Le parti de l'Aube dorée d'extrême droite, qui a remporté 7 % des voix lors des élections cette année, présente un programme hostile aux immigrés et a été accusé d'attaques racistes dans la capitale. Les experts craignent que la Grèce ne parvienne pas à régler le problème de l'immigration clandestine et l'influence de l'Aube dorée pourrait croître, ses attaques devenant plus généralisées.

Pour éviter de devoir quitter l'espace Schengen, la Grèce construit à la hâte des centres fermés, en contradiction avec des décisions de justice rendues dans d'autres pays, selon lesquelles les demandeurs d'asile ne devraient pas être traités comme des prisonniers. Les autorités grecques défendent leurs initiatives, citant l'existence de structures similaires en France et en Espagne.

EurActiv.com - traduit de l'anglais par Amandine Gillet
Contexte : 

De tous les obstacles en travers de la route de la Macédoine vers l'adhésion à l'UE, le conflit toponymique avec la Grèce semble le plus important (voir le LinksDossier d'EurActiv sur les relations UE-Macédoine)

Du point de vue d'Athènes, le nom officiel utilisé par Skopje (République de Macédoine), constitue un affront pour la région grecque qui porte le nom de Macédoine. En représailles, la Grèce a promis d'opposer son veto à l'adhésion de la Macédoine aux institutions internationales, y compris l'UE, jusqu'à ce que cette question soit réglée.

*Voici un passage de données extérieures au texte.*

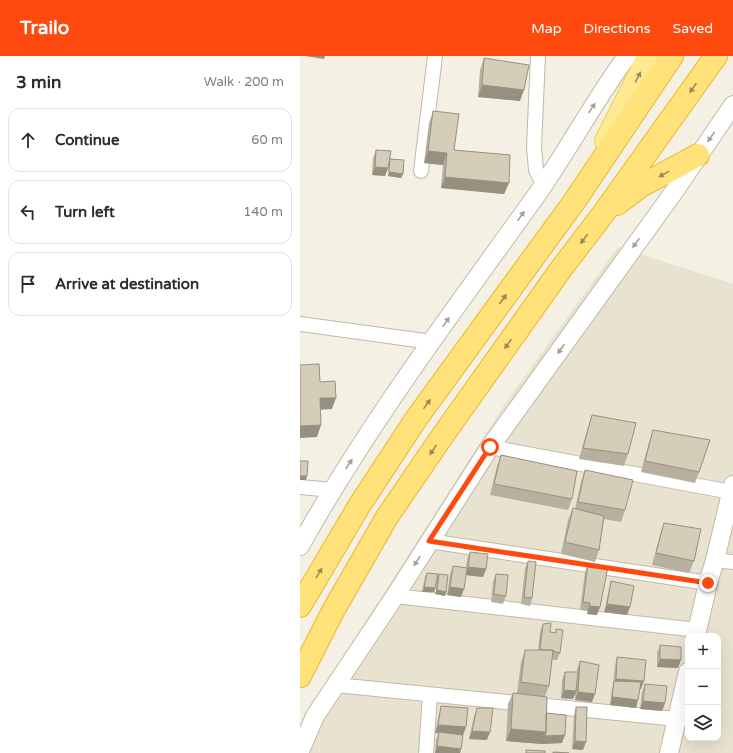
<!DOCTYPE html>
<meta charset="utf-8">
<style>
:root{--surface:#fff;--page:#f7f7f7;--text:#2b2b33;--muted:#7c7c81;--line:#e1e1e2;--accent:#ff4a0f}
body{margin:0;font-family:"Varela Round",sans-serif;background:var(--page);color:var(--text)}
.controls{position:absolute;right:12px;bottom:12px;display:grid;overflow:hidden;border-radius:8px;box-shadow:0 4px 16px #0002}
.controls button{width:36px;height:36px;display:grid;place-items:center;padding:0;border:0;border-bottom:1px solid var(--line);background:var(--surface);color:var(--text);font:20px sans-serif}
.stop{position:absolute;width:12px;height:12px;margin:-9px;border:3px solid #ff4a0f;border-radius:50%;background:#fff}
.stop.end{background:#ff4a0f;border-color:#fff;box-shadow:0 1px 4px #0008}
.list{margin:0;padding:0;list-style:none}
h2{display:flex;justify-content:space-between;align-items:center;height:52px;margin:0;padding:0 16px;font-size:17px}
h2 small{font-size:13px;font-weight:400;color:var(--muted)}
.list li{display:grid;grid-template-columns:26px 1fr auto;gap:12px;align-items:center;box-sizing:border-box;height:64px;margin:0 8px 8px;padding:0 8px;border:1px solid var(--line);border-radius:12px}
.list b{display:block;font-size:15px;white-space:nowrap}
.list em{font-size:13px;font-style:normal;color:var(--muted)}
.icon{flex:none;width:22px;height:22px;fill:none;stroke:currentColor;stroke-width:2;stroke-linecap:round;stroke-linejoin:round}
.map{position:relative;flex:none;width:433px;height:697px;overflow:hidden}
header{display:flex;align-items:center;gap:24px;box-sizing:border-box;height:56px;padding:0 20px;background:var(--accent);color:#fff}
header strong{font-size:19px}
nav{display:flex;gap:22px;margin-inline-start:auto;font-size:14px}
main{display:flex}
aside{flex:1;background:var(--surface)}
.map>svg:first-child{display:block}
</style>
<header>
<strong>Trailo</strong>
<nav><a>Map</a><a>Directions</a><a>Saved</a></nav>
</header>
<main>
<aside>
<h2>3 min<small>Walk · 200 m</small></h2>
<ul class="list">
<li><svg class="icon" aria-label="ahead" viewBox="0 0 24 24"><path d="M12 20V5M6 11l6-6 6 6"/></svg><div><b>Continue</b></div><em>60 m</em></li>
<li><svg class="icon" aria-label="left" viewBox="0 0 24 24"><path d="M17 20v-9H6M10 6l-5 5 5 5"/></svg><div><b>Turn left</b></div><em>140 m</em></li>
<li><svg class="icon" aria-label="arrive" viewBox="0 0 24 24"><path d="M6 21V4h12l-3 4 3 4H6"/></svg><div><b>Arrive at destination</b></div></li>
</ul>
</aside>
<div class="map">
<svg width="433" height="697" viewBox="0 0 433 697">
<rect width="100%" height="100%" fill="#f4f0e4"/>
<path fill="#e8e3d1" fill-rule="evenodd" d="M318,191L433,228V697H0L11,651L204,349ZM388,580H418V682H388Z"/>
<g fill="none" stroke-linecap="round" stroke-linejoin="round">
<defs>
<path id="minor" d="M238,0L234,91L236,114L243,128
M121,115L135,0
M0,268L132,286
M190,391L431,436
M0,431L32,434
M129,485L408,527
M415,504L433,506
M95,540L398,574
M36,629L377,663
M126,697L130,639"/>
<path id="tertiary" d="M0,490C69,366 156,252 238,137C269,92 295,44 327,0
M396,580L408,527L415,504L433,429
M0,695L15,660L95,540L190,391L376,133L433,49
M369,697L388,616"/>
<path id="primary" d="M306,85L349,0"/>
<path id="trunk" d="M317,148L341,130L398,99
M0,550L59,450L116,363L276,143L372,0
M0,620L33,555L87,461L141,382L261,213L303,158L416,0"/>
</defs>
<use href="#minor" stroke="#c0b9a5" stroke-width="16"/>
<use href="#tertiary" stroke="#c0b9a5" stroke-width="20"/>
<use href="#primary" stroke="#efcf56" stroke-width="24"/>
<use href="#trunk" stroke="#ecb625" stroke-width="24"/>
<use href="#minor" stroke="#fff" stroke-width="14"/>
<use href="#tertiary" stroke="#fff" stroke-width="18"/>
<use href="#primary" stroke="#ffea91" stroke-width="22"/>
<use href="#trunk" stroke="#ffe27a" stroke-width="22"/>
</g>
<path fill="#b8b09e" d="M184,2L220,45L178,41L180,14Z
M133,55L154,94L209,127L204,138L141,132L143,109L124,107L129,67Z
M76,94L88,112L85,120L72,119L73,102Z
M90,103L103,118L101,122L88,120L89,107Z
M292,359L328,398L324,410L279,403L288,371Z
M353,374L399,416L395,427L341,416L349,386Z
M201,399L272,443L268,454L190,439L197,410Z
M285,414L325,454L321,466L304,463L299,494L295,506L261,498L268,464L273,452L275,453L281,426Z
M364,467L394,505L389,517L352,509L360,479Z
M170,496L186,513L183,521L166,519L161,541L147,539L150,518L153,510L166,512L167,504Z
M228,505L232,542L230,550L221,548L225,513Z
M288,508L297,559L287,558L288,555L280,554L285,516Z
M127,517L135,532L134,536H122L125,521Z
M139,518L146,536L145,540L135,538L137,522Z
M196,518L206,540L203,548L191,546L193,526Z
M311,525L330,551L327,559L304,556L309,533Z
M243,568L250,576L255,577L256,573L260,597L257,604H252L249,630L245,640L246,657L262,687L242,688L206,685L208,648L213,637H217L221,606L225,594H238L240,576Z
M360,589L378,612L357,611V597Z
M317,601L341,633H340L336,652L310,649L312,633L313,629L315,609Z
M280,605L292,646L275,644V638L273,643L261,642L262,624L265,616H277V613Z
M345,628L365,647L362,655L340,653L342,636Z
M141,650L166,671L163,679L160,697H135L136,684L139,677H135L139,658Z
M276,651L283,694L272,693L274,659Z
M177,652L187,684L169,683L174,660Z"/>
<path fill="#969081" d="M5,0H25L24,3Z
M182,29L224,34L220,45L178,41Z
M128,95L147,97L143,109L124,107Z
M75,111L88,112L85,120L72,119Z
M89,116L103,118L101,122L88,120Z
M145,121L209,127L204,138L141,132Z
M20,342H36L32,353L16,354Z
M21,369L17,381L0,382V370Z
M0,420H7L6,424H0Z
M168,511L186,513L183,521L165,519Z
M124,531L135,532L134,536H122Z
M150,531L164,533L161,541L147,539Z
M137,534L146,536L145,540L135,538Z
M307,548L330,551L327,559L304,556Z
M289,550L300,551L297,559L287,558Z
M360,603L381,604L378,612L357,611Z
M316,623L344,625L341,633L314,631Z
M264,634L276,635L273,643L261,642Z
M278,636L295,638L292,646L275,644Z
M312,641L338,644L336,652L310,649Z
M343,645L365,647L362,655L340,653Z
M138,669L166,671L163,679L135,677Z
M211,673L246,676L265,679L262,687L242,688L206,685Z
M172,675L190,676L187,684L169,683Z
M275,685L286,686L283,694L272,693Z
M137,690L161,693L160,697H135Z"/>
<path fill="#d6cdb8" stroke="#969081" d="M184,2L229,9L224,34L182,29Z
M133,55L159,58L154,94L210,99L209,127L145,121L147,97L128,95Z
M76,94L91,95L88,112L75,111Z
M90,103L104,104L103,118L89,116Z
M19,308L20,326L35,325L36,342H20L21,369L0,370V309Z
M292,359L336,367L328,398L283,392Z
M353,374L410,384L399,416L345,405Z
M201,399L277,415L272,443L194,428Z
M0,405H8L7,420H0Z
M285,414L333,424L325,454L278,446Z
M273,452L304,460L299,494L265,486Z
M364,467L401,473L394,505L356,497Z
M170,496L188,498L186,513L168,511Z
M228,505L236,506L232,542L224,541Z
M288,508L308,511L300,551L289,550L290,547L283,546Z
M153,510L167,512L164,533L150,531Z
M127,517L138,518L135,532L124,531Z
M139,518L148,519L146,536L137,534Z
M196,518L208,519L206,540L194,538Z
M311,525L334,530L330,551L307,548Z
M251,567L250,576L256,577V573L263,574L260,597L253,595V594H245L240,593L243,568Z
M360,589L381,591V604L360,603Z
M225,594H253L249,630L221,626Z
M317,601L346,604L344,625L316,623Z
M280,605L299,609L295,638L278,636Z
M265,616H278L276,635L264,634Z
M314,625L341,626L338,644L312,641Z
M345,628L367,630L365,647L343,645Z
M213,637L247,641L246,676L211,673Z
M141,650L168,652L166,671L138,669Z
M276,651H287L286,686L275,685Z
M177,652H193L190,676L172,675Z
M246,657L266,659L265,679L245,680L246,676Z
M139,676L163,679L161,693L137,690Z
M226,694L245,695V697H226Z
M253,696L269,697H253Z"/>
<defs><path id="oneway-solid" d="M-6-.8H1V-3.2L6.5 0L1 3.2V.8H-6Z"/></defs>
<use fill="#998c5d" href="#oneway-solid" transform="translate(338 21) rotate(-63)"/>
<g fill="#998953">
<use href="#oneway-solid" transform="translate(393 32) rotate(125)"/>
<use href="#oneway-solid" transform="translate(364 118) rotate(151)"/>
<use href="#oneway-solid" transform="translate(284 183) rotate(127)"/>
<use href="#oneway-solid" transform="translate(203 243) rotate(-54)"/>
<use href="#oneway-solid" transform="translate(208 288) rotate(125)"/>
<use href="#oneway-solid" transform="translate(127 348) rotate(-54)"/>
<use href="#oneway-solid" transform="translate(133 394) rotate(124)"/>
<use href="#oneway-solid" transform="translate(19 517) rotate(-59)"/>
</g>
<g fill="#a2a099">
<use href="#oneway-solid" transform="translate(292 52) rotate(-57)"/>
<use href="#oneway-solid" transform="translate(411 81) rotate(124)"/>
<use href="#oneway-solid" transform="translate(221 160) rotate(-55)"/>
<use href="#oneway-solid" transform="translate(336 187) rotate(126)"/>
<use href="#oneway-solid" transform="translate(146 266) rotate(-55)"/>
<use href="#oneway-solid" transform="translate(261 293) rotate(125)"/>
<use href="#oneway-solid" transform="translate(49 408) rotate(-57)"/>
<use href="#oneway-solid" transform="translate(117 505) rotate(122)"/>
</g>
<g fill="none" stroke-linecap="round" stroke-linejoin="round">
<path stroke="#ff4a0f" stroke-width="5" d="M190,391L129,485L408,527"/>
</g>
</svg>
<div class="controls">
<button>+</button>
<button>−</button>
<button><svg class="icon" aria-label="layers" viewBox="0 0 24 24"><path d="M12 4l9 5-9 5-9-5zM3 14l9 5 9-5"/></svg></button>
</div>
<div class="stop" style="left:190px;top:391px"></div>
<div class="stop end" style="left:408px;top:527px"></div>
</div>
</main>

Lors du sommet de Bucarest le 4 avril 2008, la Croatie et l'Albanie ont été invitées à rejoindre l'OTAN mais la candidature de la Macédoine a été laissée en suspens. Cette décision a été un coup dur pour Skopje. Ce sommet a également suscité de vives critiques quant à la position de la Grèce, dans la mesure où elle est considérée comme une violation de l'accord intérimaire de l'ONU signé en 1995.

Dans le cadre de cet accord, la Grèce a abandonné ses sanctions économiques contre la Macédoine en échange de l'abandon de l'utilisation d'un ancien drapeau macédonien et de la modification des articles de la constitution macédonienne perçus comme des revendications potentielles du territoire grec.